Singapore has little choice but to manage its housing market closely: it has a population of 5.5 million people on an island of just 278 square miles, the equivalent of the entire population of Denmark living in a city the size of Lexington, Kentucky. But as a nation born by accident and populated by immigrants, Singapore has taken the additional step of effectively forcing geographical integration. There are, for example, legal caps on the proportion of people from a particular ethnic group who can live in a particular neighborhood, or even apartment block.

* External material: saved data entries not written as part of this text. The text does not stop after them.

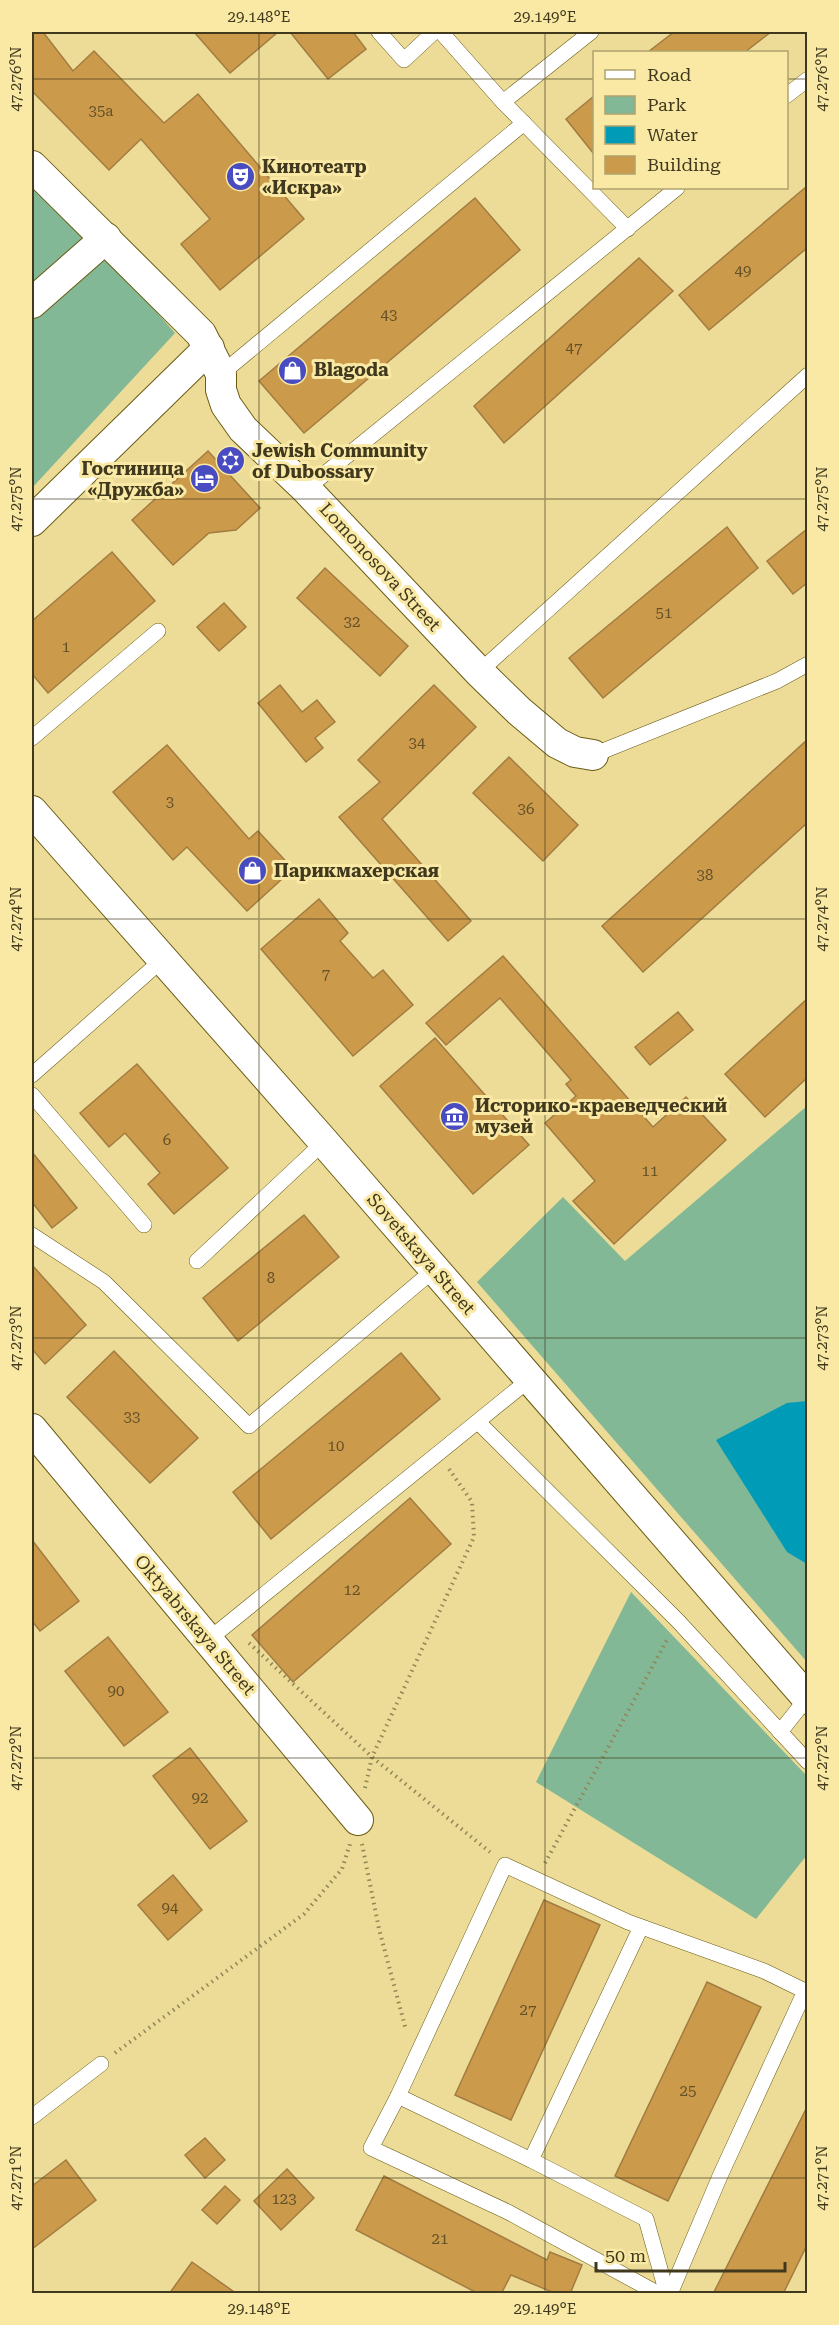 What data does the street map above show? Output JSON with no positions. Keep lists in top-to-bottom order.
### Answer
{
  "streets": {
    "street": ["Lomonosova Street", "Sovetskaya Street", "Oktyabrskaya Street"]
  },
  "places": {
    "theatre": ["Кинотеатр «Искра»"],
    "shop": ["Blagoda", "Парикмахерская"],
    "synagogue": ["Jewish Community of Dubossary"],
    "hotel": ["Гостиница «Дружба»"],
    "museum": ["Историко-краеведческий музей"]
  },
  "house_numbers": [
    "35а",
    "49",
    "43",
    "47",
    "51",
    "32",
    "1",
    "34",
    "3",
    "36",
    "38",
    "7",
    "6",
    "11",
    "8",
    "33",
    "10",
    "12",
    "90",
    "92",
    "94",
    "27",
    "25",
    "123",
    "21"
  ],
  "legend": [
    "Road",
    "Park",
    "Water",
    "Building"
  ],
  "scale_bar": "50 m",
  "coordinates": [
    "29.148°E",
    "29.149°E",
    "47.276°N",
    "47.275°N",
    "47.274°N",
    "47.273°N",
    "47.272°N",
    "47.271°N"
  ]
} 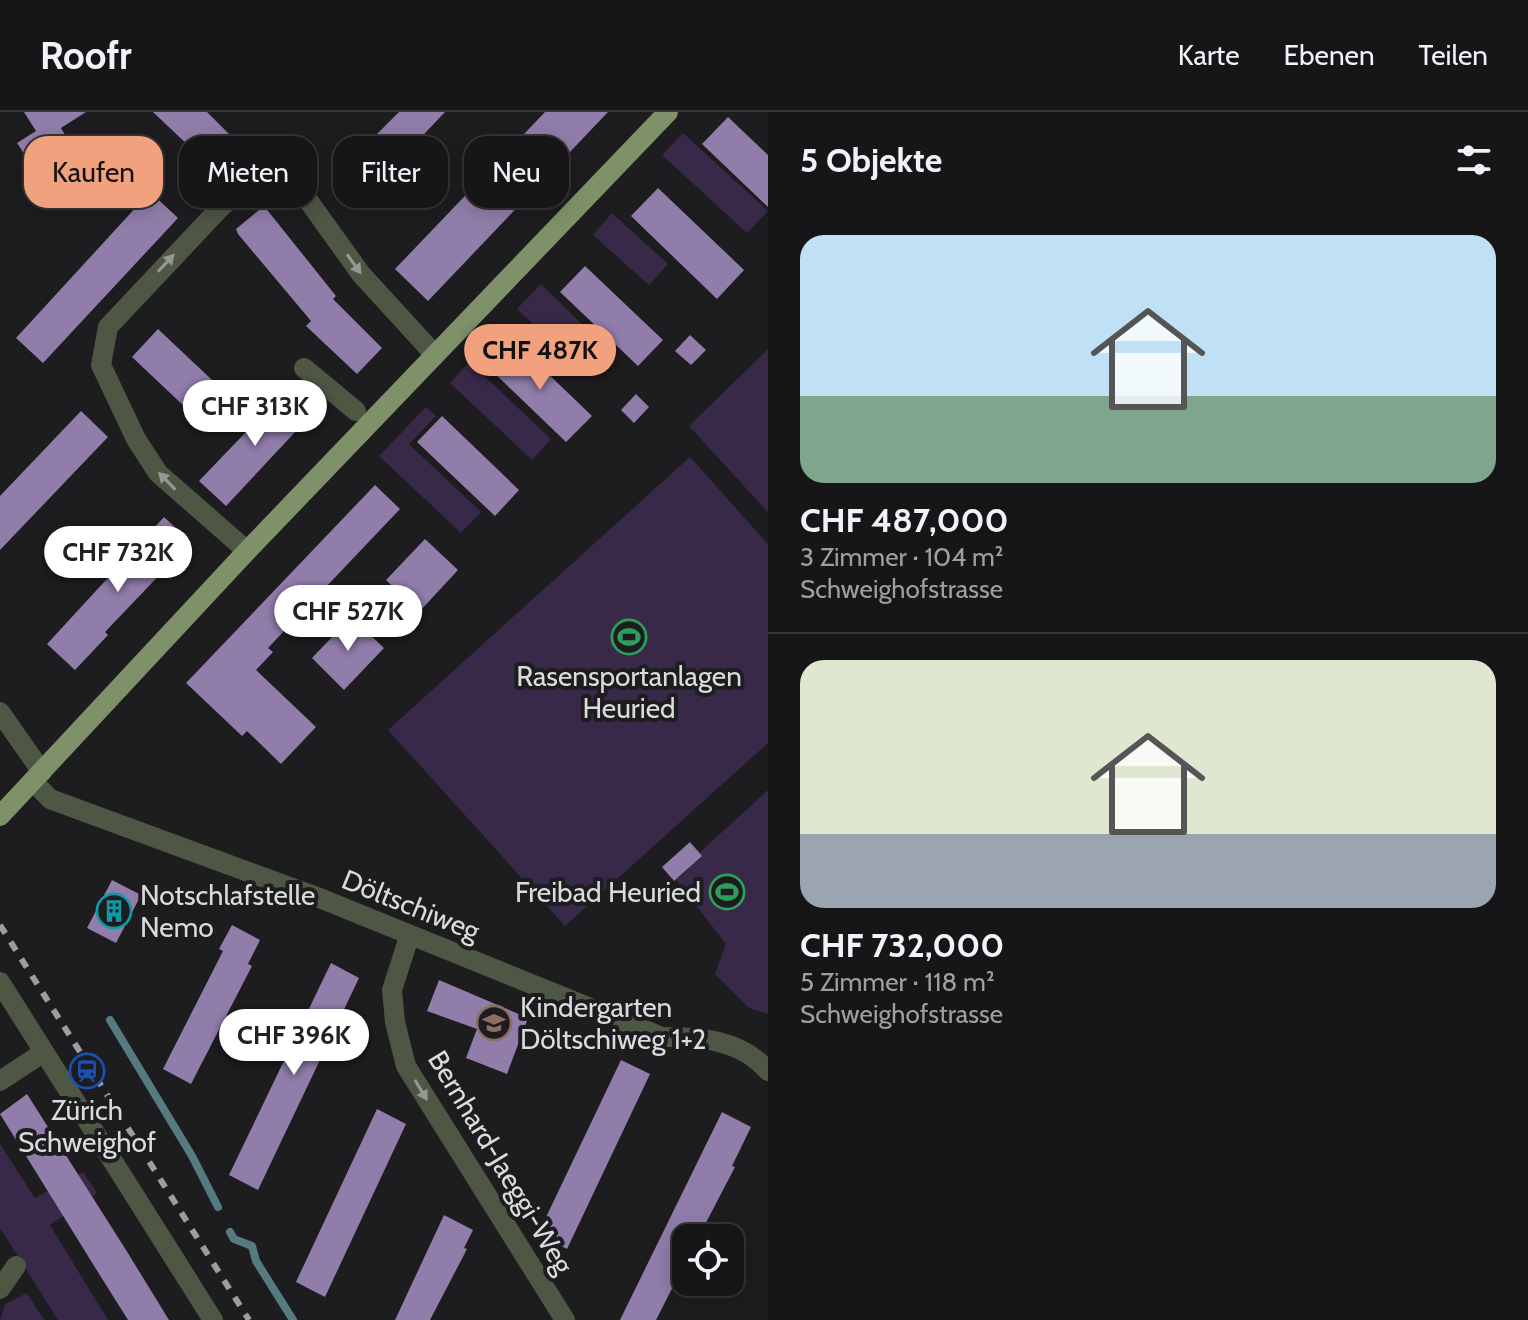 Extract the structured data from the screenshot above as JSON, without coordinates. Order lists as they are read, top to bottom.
{
  "streets": {
    "street": ["Döltschiweg", "Bernhard-Jaeggi-Weg"]
  },
  "crossings": [
    ["Döltschiweg", "Bernhard-Jaeggi-Weg"]
  ],
  "one_way": ["Bernhard-Jaeggi-Weg"],
  "places": {
    "sports": ["Rasensportanlagen Heuried", "Freibad Heuried"],
    "building": ["Notschlafstelle Nemo"],
    "school or university": ["Kindergarten Döltschiweg 1+2"],
    "station": ["Zürich Schweighof"]
  },
  "page": {
    "header": "Roofr",
    "nav": ["Karte", "Ebenen", "Teilen"],
    "heading": "5 Objekte",
    "chip": [
      "Kaufen",
      "Mieten",
      "Filter",
      "Neu"
    ],
    "list": [
      {
        "name": "CHF 487,000",
        "note": "3 Zimmer · 104 m² · Schweighofstrasse"
      },
      {
        "name": "CHF 732,000",
        "note": "5 Zimmer · 118 m² · Schweighofstrasse"
      }
    ],
    "price": [
      "CHF 487K",
      "CHF 313K",
      "CHF 732K",
      "CHF 527K",
      "CHF 396K"
    ]
  }
}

“This is intrusive,” admitted Shanmugaratnam. Some people, he conceded, would describe this kind of policy as social engineering. They would indeed. But his point was that policymakers end up as social engineers whether they like it or not. The question is simply whether they do their work “upstream,” by preventing segregation and concentrated poverty, or “downstream,” using policy to try and deal with the consequences of segregation. This was a lesson not lost on the Americans in the audience. It was perhaps the most thoughtful argument for progressive paternalism I have heard.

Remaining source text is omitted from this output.